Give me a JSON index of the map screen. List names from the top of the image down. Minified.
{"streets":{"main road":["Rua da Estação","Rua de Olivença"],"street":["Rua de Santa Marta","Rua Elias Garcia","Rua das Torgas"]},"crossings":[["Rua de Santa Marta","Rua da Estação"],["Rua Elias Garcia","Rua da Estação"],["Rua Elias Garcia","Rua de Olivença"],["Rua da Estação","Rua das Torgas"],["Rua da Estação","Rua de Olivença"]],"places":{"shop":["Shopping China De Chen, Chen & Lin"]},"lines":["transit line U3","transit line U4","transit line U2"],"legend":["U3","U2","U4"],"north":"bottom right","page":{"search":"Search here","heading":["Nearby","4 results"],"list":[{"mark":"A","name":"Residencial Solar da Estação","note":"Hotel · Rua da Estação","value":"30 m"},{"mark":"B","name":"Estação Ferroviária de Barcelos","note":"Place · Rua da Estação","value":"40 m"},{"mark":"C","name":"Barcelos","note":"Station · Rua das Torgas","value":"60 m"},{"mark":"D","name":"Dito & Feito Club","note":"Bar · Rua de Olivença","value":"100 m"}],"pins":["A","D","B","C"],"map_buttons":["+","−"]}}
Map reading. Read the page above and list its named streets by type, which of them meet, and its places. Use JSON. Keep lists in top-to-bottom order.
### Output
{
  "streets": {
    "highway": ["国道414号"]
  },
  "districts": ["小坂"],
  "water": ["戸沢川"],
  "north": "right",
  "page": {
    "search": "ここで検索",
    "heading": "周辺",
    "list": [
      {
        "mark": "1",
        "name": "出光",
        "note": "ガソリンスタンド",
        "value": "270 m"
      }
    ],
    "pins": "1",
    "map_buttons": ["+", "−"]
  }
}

• • • •

What is needed: In your answer, print every entry exactly as it appears.

Output below:
Give me a JSON index of the map screen. List names from the top of the image down. Minified.
{"streets":{"main road":["Rua da Estação","Rua de Olivença"],"street":["Rua de Santa Marta","Rua Elias Garcia","Rua das Torgas"]},"crossings":[["Rua de Santa Marta","Rua da Estação"],["Rua Elias Garcia","Rua da Estação"],["Rua Elias Garcia","Rua de Olivença"],["Rua da Estação","Rua das Torgas"],["Rua da Estação","Rua de Olivença"]],"places":{"shop":["Shopping China De Chen, Chen & Lin"]},"lines":["transit line U3","transit line U4","transit line U2"],"legend":["U3","U2","U4"],"north":"bottom right","page":{"search":"Search here","heading":["Nearby","4 results"],"list":[{"mark":"A","name":"Residencial Solar da Estação","note":"Hotel · Rua da Estação","value":"30 m"},{"mark":"B","name":"Estação Ferroviária de Barcelos","note":"Place · Rua da Estação","value":"40 m"},{"mark":"C","name":"Barcelos","note":"Station · Rua das Torgas","value":"60 m"},{"mark":"D","name":"Dito & Feito Club","note":"Bar · Rua de Olivença","value":"100 m"}],"pins":["A","D","B","C"],"map_buttons":["+","−"]}}
Map reading. Read the page above and list its named streets by type, which of them meet, and its places. Use JSON. Keep lists in top-to-bottom order.
### Output
{
  "streets": {
    "highway": ["国道414号"]
  },
  "districts": ["小坂"],
  "water": ["戸沢川"],
  "north": "right",
  "page": {
    "search": "ここで検索",
    "heading": "周辺",
    "list": [
      {
        "mark": "1",
        "name": "出光",
        "note": "ガソリンスタンド",
        "value": "270 m"
      }
    ],
    "pins": "1",
    "map_buttons": ["+", "−"]
  }
}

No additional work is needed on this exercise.